• _Exercise objective_
Output each line of the data below exactly, omitting any image.

:: Stored data

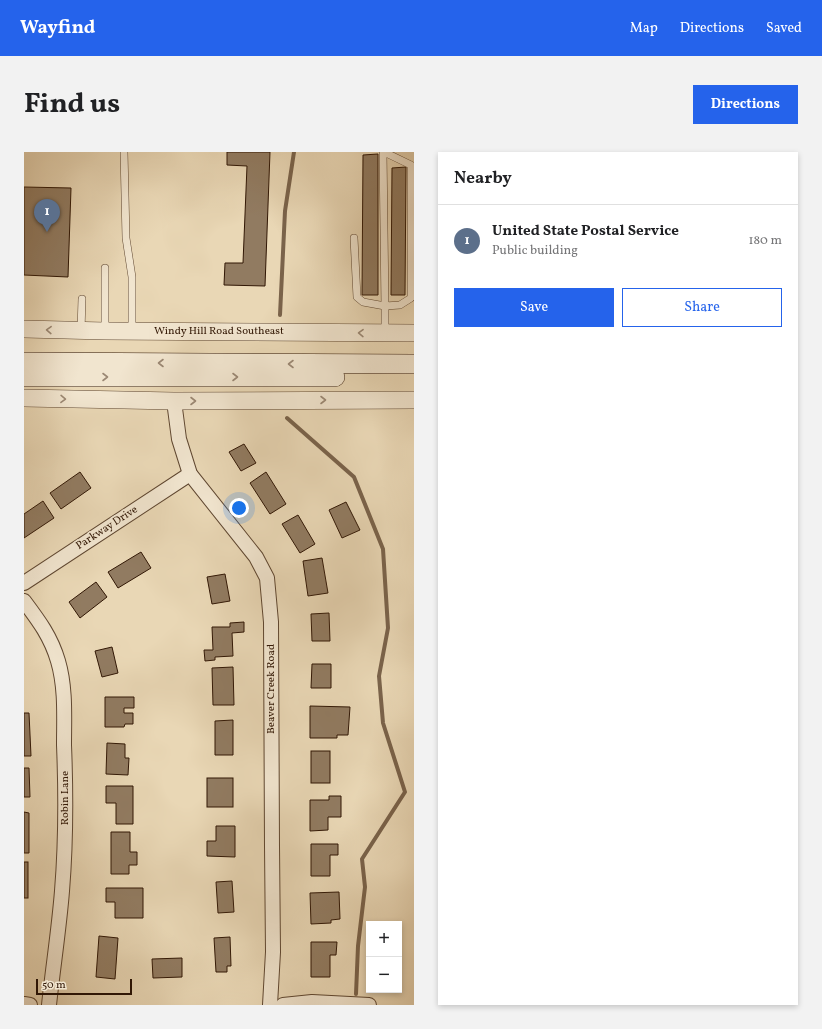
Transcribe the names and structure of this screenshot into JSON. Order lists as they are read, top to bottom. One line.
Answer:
{"streets":{"street":["Windy Hill Road Southeast","Parkway Drive","Beaver Creek Road","Robin Lane"]},"crossings":[["Parkway Drive","Beaver Creek Road"]],"scale_bar":"50 m","page":{"header":"Wayfind","nav":["Map","Directions","Saved"],"title":"Find us","buttons":["Directions",["Save","Share"]],"heading":"Nearby","pins":"1","list":[{"mark":"1","name":"United State Postal Service","note":"Public building","value":"180 m"}],"map_buttons":["+","−"],"scale":"50 m"}}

::::

• _Output below_
Transcribe the names and structure of this screenshot into JSON. Order lists as they are read, top to bottom. One line.
Answer:
{"streets":{"street":["Windy Hill Road Southeast","Parkway Drive","Beaver Creek Road","Robin Lane"]},"crossings":[["Parkway Drive","Beaver Creek Road"]],"scale_bar":"50 m","page":{"header":"Wayfind","nav":["Map","Directions","Saved"],"title":"Find us","buttons":["Directions",["Save","Share"]],"heading":"Nearby","pins":"1","list":[{"mark":"1","name":"United State Postal Service","note":"Public building","value":"180 m"}],"map_buttons":["+","−"],"scale":"50 m"}}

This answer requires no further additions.